On Tuesday, Coca-Cola Co. said that its flagship cola recipe is still secret after one hundred and twenty five years. It denied a story by a public radio show that it has revealed the formula.
A weekly radio program called “This American Life’ said that it found the secretly kept formula in an article in Coke's hometown newspaper, The Atlanta Journal-Constitution, from February 1979.
A photo had appeared with the article which depicts pages from a notebook with a handwritten list of ingredients such as lime juice, sugar, vanilla and caramel. It also shows oils of cinnamon, coriander, neroli, nutmeg, orange and lemon.
The show is produced by Chicago's WBEZ-FM and distributed by Public Radio International.
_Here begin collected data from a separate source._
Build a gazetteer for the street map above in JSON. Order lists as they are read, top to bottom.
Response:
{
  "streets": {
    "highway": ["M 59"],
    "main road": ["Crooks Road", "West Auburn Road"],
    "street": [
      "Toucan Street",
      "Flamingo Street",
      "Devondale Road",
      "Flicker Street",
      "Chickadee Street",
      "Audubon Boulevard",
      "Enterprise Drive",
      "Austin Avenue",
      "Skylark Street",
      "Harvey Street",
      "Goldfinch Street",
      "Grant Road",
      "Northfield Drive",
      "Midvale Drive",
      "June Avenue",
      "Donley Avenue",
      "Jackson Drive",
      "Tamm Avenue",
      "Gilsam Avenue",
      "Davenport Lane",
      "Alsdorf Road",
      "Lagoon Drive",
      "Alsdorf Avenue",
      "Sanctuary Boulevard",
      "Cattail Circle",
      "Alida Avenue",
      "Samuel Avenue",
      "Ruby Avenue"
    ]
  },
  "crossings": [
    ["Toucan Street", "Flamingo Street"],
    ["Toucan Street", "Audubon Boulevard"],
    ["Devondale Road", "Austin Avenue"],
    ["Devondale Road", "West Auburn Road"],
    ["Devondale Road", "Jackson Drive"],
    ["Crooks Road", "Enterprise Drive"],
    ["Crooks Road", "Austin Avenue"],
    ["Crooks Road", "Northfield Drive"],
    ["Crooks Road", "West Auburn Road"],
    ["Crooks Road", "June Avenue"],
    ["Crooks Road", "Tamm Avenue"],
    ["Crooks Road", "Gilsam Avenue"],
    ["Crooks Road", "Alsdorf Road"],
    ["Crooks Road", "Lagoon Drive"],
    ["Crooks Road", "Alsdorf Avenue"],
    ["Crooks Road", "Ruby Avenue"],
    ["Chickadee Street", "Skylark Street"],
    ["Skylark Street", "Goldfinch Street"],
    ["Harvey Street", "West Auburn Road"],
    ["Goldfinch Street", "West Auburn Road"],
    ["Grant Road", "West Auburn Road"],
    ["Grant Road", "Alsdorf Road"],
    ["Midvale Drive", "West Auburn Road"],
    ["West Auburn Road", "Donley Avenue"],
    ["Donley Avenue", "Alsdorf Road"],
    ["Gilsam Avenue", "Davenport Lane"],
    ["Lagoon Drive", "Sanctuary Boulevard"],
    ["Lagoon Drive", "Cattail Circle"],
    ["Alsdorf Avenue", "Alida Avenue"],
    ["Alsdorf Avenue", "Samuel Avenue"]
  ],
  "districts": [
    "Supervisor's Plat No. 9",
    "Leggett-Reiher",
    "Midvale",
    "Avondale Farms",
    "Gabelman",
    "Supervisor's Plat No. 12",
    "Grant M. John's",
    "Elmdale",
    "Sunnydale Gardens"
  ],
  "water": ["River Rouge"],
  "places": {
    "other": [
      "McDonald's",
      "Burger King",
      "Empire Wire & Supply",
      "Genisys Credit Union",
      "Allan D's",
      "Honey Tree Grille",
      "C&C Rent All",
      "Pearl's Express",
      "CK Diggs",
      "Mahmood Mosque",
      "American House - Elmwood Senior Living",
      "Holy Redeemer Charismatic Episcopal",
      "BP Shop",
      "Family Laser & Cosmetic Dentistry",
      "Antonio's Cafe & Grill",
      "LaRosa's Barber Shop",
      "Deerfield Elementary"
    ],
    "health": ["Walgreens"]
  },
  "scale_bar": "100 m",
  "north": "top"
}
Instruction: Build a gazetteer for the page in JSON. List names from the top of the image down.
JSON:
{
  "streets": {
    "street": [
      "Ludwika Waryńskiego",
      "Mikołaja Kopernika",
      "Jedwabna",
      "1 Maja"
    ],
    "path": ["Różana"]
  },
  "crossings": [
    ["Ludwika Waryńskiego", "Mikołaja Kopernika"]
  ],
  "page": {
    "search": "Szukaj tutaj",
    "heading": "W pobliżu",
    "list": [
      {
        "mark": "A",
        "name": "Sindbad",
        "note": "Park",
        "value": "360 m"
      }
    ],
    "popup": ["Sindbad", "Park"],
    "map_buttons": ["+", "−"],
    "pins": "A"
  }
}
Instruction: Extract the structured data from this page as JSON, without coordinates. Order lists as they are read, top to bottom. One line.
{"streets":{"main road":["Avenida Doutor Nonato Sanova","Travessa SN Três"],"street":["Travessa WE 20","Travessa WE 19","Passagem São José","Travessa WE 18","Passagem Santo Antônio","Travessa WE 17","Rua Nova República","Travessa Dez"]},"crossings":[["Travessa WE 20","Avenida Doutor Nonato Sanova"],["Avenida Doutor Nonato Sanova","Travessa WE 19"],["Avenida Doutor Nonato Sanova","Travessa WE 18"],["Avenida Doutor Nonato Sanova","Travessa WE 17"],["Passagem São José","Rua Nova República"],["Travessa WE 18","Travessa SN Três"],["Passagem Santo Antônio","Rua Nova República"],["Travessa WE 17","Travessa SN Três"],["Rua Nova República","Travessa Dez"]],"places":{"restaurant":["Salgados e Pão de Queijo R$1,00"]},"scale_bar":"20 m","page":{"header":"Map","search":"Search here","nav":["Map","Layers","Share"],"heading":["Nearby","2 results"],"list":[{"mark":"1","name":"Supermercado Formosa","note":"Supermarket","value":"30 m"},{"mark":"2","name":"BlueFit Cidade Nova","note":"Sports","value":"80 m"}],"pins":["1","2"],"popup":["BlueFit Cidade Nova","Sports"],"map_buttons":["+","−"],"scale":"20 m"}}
The show claims that the notebook originally belonged to a friend of John Pemberton, the pharmacist who created Coca-Cola in 1886.
The largest soft drink-maker of the world, Coke denied that the formula is the same as the one for its cola, which is kept in an Atlanta bank vault.
The show further said that the recipe matched another one which was once found in a notebook owned by Pemberton, which is there in Coke's archives.
Philip Mooney , the archive director told the show that many similar, if not alike, recipes have came up in the past, claiming to be the one for what has become one of the world's best-known brands.
Mooney told the show, that he does not believe that this is the formula that had gone to the market.
But the journalists connected with the public radio program "This American Life" believes that they've found out the recipe, and their revelation has created such a sensation with numerous people wanting to see the recipe, their website crashed for hours on Tuesday.